A woman who is in a legal bid to use her deceased daughter's eggs has been given permission to take her case to the Court of Appeal.
The woman, known as IM, is challenging a decision made by the Human Fertilisation and Embryology Authority (HFEA) to refuse to grant permission to export the eggs, which had been stored by her daughter, AM, in 2008, before her death from bowel cancer (see BioNews 801).
The use of gametes after a person's death is permitted in the UK, but that person must have given their consent to such a use. The HFEA has discretion to permit the export of gametes, however, and in some cases where the person does not meet the relevant statutory consent requirements, applicants have sought to export gametes to where their use would be lawful.
The HFEA refused permission to export the eggs to the USA, saying that there had been insufficient evidence that the daughter had consented to the eggs being used by her parents as she had not specified what was to happen to them (see BioNews 792). IM contended that her daughter had expressed the wish that, in the event of her death, the eggs should be fertilised and implanted into her mother and her parents would raise any children that were born.
The High Court ruled last year that the HFEA's refusal was lawful (see BioNews 807). IM is now seeking to appeal that decision. Granting leave to appeal, Lord Justice Treacy said it was it is 'arguable that the HFEA and the judge took too stringent an approach to the question of special directions'.
The woman's lawyer, Ms Jenni Richards QC, argued that, since the relevant statutory provisions allow consent requirements to be modified in certain circumstances, the judge was wrong to take a more rigorous approach than the statute required.
Furthermore, Ms Richards said that the HFEA had failed to take sufficient account of AM's terminal condition and that she was unaware that further decisions were required on her part.
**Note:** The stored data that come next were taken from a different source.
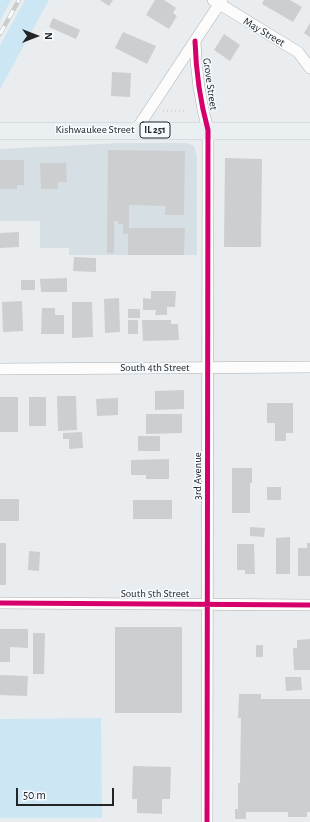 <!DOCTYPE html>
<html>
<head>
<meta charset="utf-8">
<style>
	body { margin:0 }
	#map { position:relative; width:310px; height:822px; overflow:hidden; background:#eaedef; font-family:"Alegreya Sans",sans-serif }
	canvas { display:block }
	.north { position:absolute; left:16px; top:16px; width:40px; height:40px; -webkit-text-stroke:3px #f5fbff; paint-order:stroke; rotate:90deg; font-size:11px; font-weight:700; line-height:16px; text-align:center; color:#222426 }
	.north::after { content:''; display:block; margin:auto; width:14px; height:18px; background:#222426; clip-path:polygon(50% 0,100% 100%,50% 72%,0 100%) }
	.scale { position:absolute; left:16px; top:788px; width:98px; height:18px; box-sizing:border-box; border:2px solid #222426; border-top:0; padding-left:5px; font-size:12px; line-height:14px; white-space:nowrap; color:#222426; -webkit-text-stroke:3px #f5fbff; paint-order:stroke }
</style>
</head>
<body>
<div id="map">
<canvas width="310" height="822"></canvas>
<div class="north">N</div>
<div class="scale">50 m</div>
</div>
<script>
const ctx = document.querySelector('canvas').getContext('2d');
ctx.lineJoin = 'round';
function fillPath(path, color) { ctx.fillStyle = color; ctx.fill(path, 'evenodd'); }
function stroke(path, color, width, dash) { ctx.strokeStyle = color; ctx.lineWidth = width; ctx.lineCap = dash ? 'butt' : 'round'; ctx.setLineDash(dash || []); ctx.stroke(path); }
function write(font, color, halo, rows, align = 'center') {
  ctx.font = font + ' "Alegreya Sans",sans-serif'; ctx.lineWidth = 3; ctx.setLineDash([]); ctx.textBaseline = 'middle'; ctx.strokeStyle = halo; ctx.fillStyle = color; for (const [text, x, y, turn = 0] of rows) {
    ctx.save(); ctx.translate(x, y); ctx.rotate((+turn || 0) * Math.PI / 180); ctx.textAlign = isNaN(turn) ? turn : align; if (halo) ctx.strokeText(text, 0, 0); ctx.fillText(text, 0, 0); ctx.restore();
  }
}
fillPath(new Path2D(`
	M121,143h66l7,3 3,11v98h-128v-7h-29v-27h-40v-72z`), '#d6e0e4');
fillPath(new Path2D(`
	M0,0h11l-11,21z
	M25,0h24l-49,89v-44z
	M101,718l1,100h-102v-99z`), '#cce6f4');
fillPath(new Path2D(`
	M100,0h13l-4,6z
	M155,0h9l12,8 -3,5 4,3 -8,13 -23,-14z
	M264,0h26l12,7 -9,15 -31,-18z
	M53,18l27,12 -4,9 -27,-12z
	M310,23v14l-6,-4z
	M123,32l33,14 -9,18 -32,-16z
	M224,34l16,11 -10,16 -16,-11z
	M112,72l19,1 -1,24 -19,-1z
	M108,150l77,1 -1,64h-19l1,-9 -37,-1v23h56l-1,27h-56v-21h-5v-10h-5v-3h-4v32h-7z
	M225,158l37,1 -1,88h-37z
	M0,160h24v25h-7v4h-17z
	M40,163h26l1,19h-9v7h-17z
	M19,232v15l-19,1v-15z
	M74,257l22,1v14l-23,-1z
	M67,278v14h-26l-1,-13z
	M21,280h14v10h-14z
	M151,291h25l-1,16h-8v8h-12l1,-5h-13v-12l8,1z
	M119,298l1,34 -15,1 -1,-34z
	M22,301l1,30 -20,1 -1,-30z
	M72,302h20l1,35 -21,1z
	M42,308h13v7h9v19h-23z
	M128,309h12v9h-12z
	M128,320h10v14h-10z
	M142,320h29v4h7l1,16 -36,1z
	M184,390v19l-29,1v-19z
	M57,396h19l1,34 -19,1z
	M0,397h18v35h-18z
	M29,397h17v29h-17z
	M118,398v17l-21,1 -1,-17z
	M267,403h26v30h-7v8h-11v-18h-8z
	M146,414h36v19l-36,1z
	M82,432l1,16 -14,1v-10h-6v-6z
	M138,436h22v15h-22z
	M169,459v20h-23v-4h-15v-15z
	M232,468h20v15h-2v30h-18z
	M267,487h14v13h-14z
	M0,499h19v22h-19z
	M133,500h39v19h-39z
	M250,527l15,1 -1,9 -14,-1z
	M290,537v37h-14v-36z
	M0,543h6v42h-6z
	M307,543h3v33h-12v-28h9z
	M237,544h17l1,30h-10v-4h-8z
	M29,551l11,1 -1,19 -11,-1z
	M115,627h67v86h-67z
	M0,629h28v19l-18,-1v15h-10z
	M33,633h12l-1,41h-11z
	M310,639v31h-16l-1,-22h4v-8z
	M256,645h7v12h-7z
	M0,675l28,1 -1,20 -27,-1z
	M285,677h16l1,13 -16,1z
	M239,694h22v5h49v113h-3v5h-19v-5h-42v7h-11v-10h3v-26h2l1,-65h-3z
	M133,766l38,1 -1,32h-8v15l-25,-1v-14h-5z`), '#ccced0');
const minor = new Path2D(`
	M213,0l85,52 12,16
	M195,41c1,31 5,60 13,89l-1,692
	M136,130l86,-130
	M0,369l310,-2
	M0,603l310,2`);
const primary = new Path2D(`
	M0,131h310`);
stroke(minor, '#acaeb0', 12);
stroke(primary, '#c7c9ca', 18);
stroke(new Path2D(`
	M163,111h21`), '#d2d3d3', 2.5, [1, 3]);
stroke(minor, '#fcfcfd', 11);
stroke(primary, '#eaf0f2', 17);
const rail = new Path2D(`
	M0,34l19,-34`);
stroke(rail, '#cbcccc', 4.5);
stroke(rail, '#f5fbff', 3, [9]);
stroke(new Path2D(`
	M195,41c1,31 5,60 13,89l-1,692
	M0,603l310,2`), '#d6006c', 5);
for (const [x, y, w] of [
	[155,130,30]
]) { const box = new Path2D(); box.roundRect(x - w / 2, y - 8, w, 16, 3); ctx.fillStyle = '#f5fbff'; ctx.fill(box); stroke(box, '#222426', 1); }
write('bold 10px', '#222426', null, [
	["IL 251",155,130]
]);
write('11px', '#222426', '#f5fbff', [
	["May Street",264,32,31],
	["Grove Street",210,84,82],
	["Kishwaukee Street",95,130],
	["South 4th Street",155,368],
	["3rd Avenue",198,476,-90],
	["South 5th Street",155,594]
]);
</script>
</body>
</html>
She said there was 'clear evidence', however, of what AM wanted to happen to the eggs after her death.
Lord Justice Treacy admitted that he had initially been doubtful that the woman's case was strong enough to proceed, but upon hearing the submissions changed his mind, concluding there is an 'arguable case with a real prospect of success'.
An HFEA spokesperson told the Daily Mail: 'We understand why Mr and Mrs M would wish to carry out what they see as their daughter's wish.
'However, we considered their application on three separate occasions, concluding each time that the consent given did not satisfy the requirements of the law. Our decisions were then reviewed by a High Court judge, who supported our view.
'We will read today's decision to grant appeal carefully. Out of respect for Mrs M and her family, and for the ongoing legal process, it would be inappropriate for us to comment further at this time.'
A date for the hearing has not yet been set. IM is now 60 years old.